═════ RECORDS

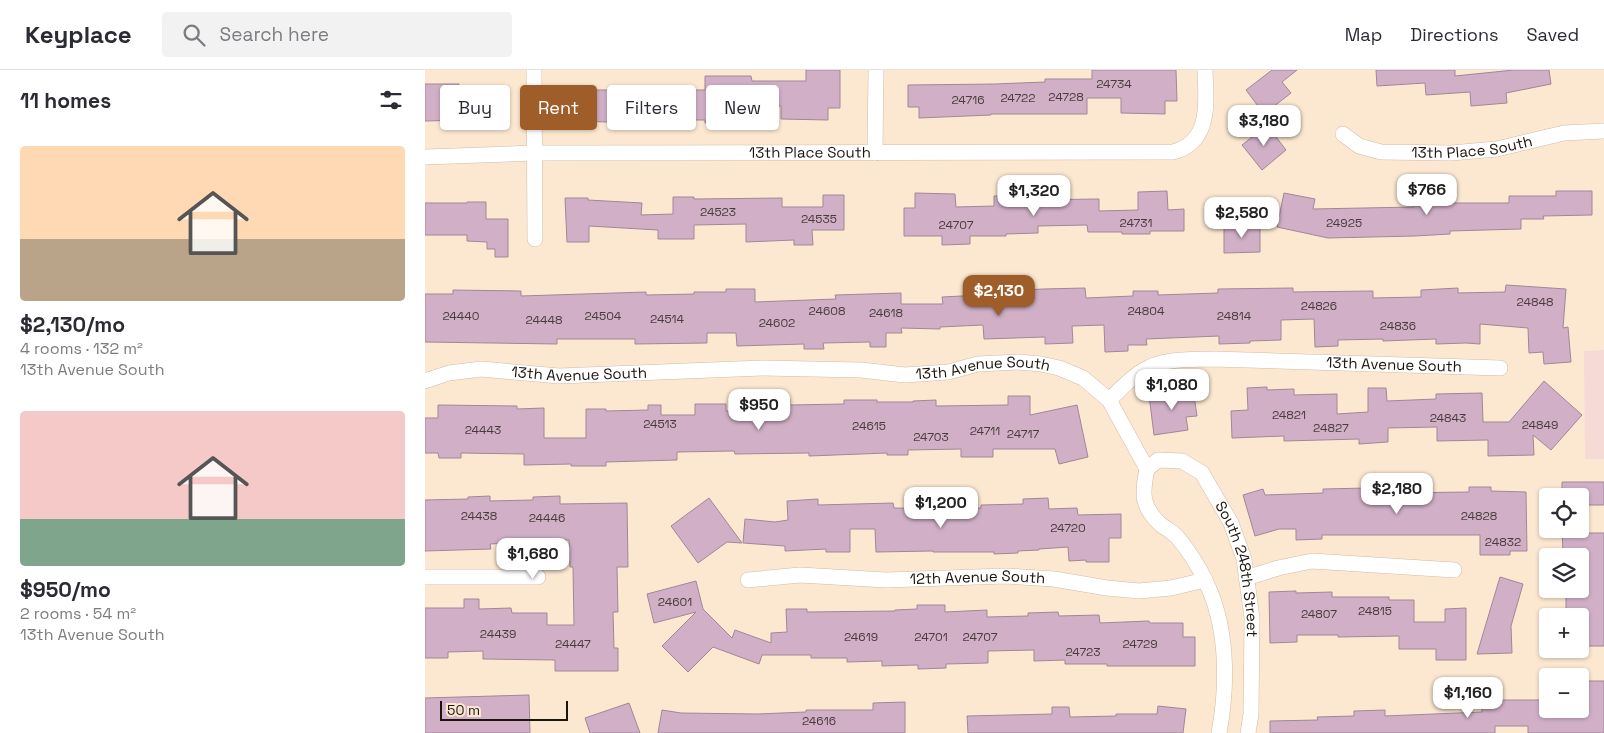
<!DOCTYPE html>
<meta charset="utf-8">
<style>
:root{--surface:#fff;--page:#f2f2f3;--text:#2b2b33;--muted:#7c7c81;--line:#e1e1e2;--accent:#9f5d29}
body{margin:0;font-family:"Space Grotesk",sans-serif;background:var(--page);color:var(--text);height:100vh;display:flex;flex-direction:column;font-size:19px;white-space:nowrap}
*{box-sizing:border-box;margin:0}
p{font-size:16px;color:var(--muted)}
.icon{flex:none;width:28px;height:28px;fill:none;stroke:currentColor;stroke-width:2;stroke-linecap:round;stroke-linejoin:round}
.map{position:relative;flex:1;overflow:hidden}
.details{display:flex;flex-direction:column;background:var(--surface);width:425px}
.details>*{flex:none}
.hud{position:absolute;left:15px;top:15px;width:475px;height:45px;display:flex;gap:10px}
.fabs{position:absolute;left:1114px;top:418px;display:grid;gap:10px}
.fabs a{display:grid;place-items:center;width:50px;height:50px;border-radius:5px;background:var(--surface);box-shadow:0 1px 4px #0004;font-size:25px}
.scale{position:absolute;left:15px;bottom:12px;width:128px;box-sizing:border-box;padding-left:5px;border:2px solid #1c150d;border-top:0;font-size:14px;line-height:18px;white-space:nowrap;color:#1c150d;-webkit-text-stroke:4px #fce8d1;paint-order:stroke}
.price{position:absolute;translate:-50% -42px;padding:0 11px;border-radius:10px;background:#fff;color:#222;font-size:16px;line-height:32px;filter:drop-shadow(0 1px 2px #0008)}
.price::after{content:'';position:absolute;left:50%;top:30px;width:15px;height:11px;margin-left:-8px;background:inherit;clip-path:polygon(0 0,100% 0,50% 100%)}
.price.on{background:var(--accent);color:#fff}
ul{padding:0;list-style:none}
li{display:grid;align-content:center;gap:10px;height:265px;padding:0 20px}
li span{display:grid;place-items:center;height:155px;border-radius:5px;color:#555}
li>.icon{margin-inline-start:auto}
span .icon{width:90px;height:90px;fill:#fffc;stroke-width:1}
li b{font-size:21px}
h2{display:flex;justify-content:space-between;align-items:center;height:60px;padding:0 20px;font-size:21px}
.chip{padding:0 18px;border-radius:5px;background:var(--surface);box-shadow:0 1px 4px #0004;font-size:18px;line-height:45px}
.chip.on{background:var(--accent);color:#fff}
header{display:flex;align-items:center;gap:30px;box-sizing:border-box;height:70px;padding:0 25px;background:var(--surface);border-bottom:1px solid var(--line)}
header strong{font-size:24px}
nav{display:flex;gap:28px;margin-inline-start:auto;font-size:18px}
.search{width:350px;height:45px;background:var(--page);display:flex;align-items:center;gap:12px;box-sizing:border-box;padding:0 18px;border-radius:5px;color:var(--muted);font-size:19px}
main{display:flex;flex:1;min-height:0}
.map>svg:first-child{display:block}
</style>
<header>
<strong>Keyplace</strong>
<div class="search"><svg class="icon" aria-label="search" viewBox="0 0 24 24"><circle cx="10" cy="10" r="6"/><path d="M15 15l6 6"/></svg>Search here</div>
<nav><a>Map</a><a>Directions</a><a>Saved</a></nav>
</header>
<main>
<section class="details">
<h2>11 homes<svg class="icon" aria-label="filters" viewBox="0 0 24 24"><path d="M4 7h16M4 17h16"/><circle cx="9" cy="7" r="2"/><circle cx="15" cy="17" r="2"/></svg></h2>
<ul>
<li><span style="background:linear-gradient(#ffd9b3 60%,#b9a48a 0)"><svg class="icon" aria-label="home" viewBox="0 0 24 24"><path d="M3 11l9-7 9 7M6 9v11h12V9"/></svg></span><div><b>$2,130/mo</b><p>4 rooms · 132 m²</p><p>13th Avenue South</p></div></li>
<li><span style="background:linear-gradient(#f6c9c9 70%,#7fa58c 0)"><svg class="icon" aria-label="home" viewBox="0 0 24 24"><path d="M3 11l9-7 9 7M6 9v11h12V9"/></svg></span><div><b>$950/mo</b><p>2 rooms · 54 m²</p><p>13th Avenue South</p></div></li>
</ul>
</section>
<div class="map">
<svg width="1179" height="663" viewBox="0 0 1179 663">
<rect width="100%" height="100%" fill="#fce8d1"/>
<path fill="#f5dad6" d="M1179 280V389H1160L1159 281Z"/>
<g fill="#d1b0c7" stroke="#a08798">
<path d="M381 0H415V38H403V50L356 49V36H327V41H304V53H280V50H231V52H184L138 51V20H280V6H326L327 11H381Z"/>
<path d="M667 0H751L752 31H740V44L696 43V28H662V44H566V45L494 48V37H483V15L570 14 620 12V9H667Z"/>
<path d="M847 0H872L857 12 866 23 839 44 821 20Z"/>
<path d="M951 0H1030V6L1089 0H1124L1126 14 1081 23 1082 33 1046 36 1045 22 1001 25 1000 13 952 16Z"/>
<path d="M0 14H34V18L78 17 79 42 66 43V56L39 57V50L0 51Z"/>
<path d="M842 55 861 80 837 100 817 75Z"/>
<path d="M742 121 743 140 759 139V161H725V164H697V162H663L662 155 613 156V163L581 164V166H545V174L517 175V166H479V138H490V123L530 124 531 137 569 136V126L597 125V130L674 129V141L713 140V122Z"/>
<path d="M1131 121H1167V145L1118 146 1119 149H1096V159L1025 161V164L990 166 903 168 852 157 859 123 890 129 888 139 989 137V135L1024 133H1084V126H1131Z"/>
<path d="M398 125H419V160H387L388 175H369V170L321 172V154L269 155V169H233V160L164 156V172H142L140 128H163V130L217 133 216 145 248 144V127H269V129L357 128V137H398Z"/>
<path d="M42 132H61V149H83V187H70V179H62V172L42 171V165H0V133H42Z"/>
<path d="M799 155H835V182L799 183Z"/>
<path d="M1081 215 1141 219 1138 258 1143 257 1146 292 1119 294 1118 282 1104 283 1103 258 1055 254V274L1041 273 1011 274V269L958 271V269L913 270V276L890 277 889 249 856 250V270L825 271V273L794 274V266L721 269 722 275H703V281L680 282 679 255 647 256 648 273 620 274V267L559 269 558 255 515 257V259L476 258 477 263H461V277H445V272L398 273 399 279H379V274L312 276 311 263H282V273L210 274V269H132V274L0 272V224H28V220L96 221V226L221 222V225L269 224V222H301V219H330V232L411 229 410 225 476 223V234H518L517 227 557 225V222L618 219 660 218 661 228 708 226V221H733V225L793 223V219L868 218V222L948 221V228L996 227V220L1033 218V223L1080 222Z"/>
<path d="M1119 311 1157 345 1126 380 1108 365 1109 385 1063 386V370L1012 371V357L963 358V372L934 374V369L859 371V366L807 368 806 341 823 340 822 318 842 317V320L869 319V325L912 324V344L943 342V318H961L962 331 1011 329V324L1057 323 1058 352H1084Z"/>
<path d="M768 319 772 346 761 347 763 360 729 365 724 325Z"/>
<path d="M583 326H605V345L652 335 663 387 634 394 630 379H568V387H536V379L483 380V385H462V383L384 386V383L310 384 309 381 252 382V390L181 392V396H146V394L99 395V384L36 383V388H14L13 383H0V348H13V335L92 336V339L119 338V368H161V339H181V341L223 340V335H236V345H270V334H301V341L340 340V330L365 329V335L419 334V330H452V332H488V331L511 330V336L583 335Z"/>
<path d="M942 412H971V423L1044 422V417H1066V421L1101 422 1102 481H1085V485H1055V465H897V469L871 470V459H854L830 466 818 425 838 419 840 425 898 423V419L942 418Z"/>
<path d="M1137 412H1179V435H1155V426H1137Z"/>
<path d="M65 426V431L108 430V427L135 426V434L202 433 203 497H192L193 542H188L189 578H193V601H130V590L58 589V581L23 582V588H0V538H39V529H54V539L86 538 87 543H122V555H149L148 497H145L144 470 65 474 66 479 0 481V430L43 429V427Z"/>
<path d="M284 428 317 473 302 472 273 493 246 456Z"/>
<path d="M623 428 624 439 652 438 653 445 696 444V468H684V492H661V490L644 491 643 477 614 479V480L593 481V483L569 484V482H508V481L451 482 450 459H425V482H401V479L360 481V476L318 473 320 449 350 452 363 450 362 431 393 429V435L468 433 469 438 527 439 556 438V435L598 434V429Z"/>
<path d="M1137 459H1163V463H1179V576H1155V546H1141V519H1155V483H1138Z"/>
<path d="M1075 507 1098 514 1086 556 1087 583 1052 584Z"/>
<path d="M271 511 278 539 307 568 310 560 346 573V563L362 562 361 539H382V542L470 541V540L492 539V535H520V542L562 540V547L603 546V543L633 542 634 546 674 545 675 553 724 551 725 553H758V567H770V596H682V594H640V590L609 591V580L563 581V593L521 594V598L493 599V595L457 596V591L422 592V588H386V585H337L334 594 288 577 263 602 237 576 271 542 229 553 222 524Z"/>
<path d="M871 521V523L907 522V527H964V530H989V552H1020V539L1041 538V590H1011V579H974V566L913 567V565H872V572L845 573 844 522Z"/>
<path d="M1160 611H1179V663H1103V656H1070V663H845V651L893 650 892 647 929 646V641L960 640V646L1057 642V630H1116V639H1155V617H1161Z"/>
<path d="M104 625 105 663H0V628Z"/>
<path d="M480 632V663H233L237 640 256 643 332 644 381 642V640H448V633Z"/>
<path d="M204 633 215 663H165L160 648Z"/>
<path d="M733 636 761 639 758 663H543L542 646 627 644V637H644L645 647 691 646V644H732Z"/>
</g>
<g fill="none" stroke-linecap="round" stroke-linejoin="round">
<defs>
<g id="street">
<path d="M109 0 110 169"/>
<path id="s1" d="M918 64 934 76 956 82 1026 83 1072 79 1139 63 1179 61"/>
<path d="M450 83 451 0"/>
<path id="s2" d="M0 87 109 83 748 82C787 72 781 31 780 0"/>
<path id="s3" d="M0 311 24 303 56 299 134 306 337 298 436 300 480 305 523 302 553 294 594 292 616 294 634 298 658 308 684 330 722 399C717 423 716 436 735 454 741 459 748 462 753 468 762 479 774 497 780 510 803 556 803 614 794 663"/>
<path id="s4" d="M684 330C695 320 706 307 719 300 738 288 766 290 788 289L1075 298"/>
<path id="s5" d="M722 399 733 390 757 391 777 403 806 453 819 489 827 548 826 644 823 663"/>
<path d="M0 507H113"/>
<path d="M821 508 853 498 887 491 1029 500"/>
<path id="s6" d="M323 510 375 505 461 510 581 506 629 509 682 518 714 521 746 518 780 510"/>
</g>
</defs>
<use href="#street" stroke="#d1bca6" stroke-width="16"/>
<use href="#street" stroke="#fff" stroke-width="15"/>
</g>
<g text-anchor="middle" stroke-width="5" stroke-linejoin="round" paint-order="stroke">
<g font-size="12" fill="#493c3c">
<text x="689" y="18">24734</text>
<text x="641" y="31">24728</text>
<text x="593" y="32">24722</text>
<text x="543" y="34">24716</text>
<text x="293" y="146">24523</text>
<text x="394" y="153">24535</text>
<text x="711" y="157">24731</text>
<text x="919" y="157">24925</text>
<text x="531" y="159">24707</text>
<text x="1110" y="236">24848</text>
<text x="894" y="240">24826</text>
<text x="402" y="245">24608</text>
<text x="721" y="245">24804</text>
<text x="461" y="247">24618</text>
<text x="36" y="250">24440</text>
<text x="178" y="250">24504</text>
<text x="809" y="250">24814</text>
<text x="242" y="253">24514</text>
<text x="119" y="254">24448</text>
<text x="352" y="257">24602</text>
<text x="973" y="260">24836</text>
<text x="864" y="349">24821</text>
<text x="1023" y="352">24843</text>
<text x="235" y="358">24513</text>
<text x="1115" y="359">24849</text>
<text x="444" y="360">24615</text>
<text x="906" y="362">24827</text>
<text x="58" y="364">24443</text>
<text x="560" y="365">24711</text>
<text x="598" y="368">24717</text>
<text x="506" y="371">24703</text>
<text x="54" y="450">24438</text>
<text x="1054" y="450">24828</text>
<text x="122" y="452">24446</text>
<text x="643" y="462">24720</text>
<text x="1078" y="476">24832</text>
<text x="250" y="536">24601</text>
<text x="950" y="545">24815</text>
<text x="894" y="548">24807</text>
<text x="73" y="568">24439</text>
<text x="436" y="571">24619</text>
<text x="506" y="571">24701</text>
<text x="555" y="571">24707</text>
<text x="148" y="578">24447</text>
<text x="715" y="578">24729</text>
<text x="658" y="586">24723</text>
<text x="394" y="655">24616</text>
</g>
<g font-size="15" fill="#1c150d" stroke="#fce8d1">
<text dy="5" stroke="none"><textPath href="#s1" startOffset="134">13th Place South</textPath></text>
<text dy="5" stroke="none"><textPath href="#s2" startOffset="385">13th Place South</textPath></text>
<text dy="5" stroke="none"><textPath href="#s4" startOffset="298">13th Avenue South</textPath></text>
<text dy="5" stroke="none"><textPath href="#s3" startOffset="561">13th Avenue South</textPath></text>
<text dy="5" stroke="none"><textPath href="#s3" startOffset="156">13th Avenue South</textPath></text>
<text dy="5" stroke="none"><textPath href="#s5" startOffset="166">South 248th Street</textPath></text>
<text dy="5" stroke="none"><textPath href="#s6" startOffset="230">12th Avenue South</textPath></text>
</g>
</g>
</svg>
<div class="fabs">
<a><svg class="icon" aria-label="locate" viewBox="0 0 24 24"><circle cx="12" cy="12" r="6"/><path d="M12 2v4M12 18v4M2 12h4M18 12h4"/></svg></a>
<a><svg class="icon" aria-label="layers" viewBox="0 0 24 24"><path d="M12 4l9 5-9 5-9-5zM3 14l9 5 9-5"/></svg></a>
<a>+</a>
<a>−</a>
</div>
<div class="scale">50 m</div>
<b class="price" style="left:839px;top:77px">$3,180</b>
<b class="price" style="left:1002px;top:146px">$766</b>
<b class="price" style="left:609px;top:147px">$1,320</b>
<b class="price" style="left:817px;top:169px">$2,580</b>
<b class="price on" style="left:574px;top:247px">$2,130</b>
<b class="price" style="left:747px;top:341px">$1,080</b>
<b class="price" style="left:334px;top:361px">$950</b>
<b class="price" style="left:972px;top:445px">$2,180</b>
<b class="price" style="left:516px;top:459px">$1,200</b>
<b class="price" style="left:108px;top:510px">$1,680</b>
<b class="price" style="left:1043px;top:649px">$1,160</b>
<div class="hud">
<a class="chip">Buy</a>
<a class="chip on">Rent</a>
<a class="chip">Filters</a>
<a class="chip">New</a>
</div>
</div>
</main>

══════════

■ PROBLEM DESCRIPTION ■
Among the lines of the listing above, which ones contain the word "column"? Show them.

■ YOUR RESPONSE ■
body{margin:0;font-family:"Space Grotesk",sans-serif;background:var(--page);color:var(--text);height:100vh;display:flex;flex-direction:column;font-size:19px;white-space:nowrap}
.details{display:flex;flex-direction:column;background:var(--surface);width:425px}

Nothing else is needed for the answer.